[Stored dataset items]
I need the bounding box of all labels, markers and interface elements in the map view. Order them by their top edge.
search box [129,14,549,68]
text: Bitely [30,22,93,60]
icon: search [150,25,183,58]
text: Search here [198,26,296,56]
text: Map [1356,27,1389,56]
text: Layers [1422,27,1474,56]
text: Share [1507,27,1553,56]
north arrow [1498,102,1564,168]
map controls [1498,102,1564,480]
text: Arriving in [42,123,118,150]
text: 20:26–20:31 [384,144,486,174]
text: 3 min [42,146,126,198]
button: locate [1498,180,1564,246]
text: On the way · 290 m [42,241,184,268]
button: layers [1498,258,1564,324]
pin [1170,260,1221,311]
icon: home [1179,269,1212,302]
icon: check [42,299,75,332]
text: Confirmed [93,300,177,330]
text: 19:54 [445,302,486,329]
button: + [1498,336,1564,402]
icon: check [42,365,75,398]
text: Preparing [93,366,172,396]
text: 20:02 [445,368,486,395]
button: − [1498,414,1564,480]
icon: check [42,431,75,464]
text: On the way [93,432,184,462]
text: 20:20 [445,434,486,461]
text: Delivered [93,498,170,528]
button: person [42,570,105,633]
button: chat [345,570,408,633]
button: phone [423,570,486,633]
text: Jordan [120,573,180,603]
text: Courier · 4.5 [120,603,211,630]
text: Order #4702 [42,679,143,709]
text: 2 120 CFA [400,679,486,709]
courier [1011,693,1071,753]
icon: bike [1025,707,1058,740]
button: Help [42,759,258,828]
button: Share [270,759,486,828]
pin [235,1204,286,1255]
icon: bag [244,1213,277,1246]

Task statement: Set down every entry exactly as it appears.

Written solution:
I need the bounding box of all labels, markers and interface elements in the map view. Order them by their top edge.
search box [129,14,549,68]
text: Bitely [30,22,93,60]
icon: search [150,25,183,58]
text: Search here [198,26,296,56]
text: Map [1356,27,1389,56]
text: Layers [1422,27,1474,56]
text: Share [1507,27,1553,56]
north arrow [1498,102,1564,168]
map controls [1498,102,1564,480]
text: Arriving in [42,123,118,150]
text: 20:26–20:31 [384,144,486,174]
text: 3 min [42,146,126,198]
button: locate [1498,180,1564,246]
text: On the way · 290 m [42,241,184,268]
button: layers [1498,258,1564,324]
pin [1170,260,1221,311]
icon: home [1179,269,1212,302]
icon: check [42,299,75,332]
text: Confirmed [93,300,177,330]
text: 19:54 [445,302,486,329]
button: + [1498,336,1564,402]
icon: check [42,365,75,398]
text: Preparing [93,366,172,396]
text: 20:02 [445,368,486,395]
button: − [1498,414,1564,480]
icon: check [42,431,75,464]
text: On the way [93,432,184,462]
text: 20:20 [445,434,486,461]
text: Delivered [93,498,170,528]
button: person [42,570,105,633]
button: chat [345,570,408,633]
button: phone [423,570,486,633]
text: Jordan [120,573,180,603]
text: Courier · 4.5 [120,603,211,630]
text: Order #4702 [42,679,143,709]
text: 2 120 CFA [400,679,486,709]
courier [1011,693,1071,753]
icon: bike [1025,707,1058,740]
button: Help [42,759,258,828]
button: Share [270,759,486,828]
pin [235,1204,286,1255]
icon: bag [244,1213,277,1246]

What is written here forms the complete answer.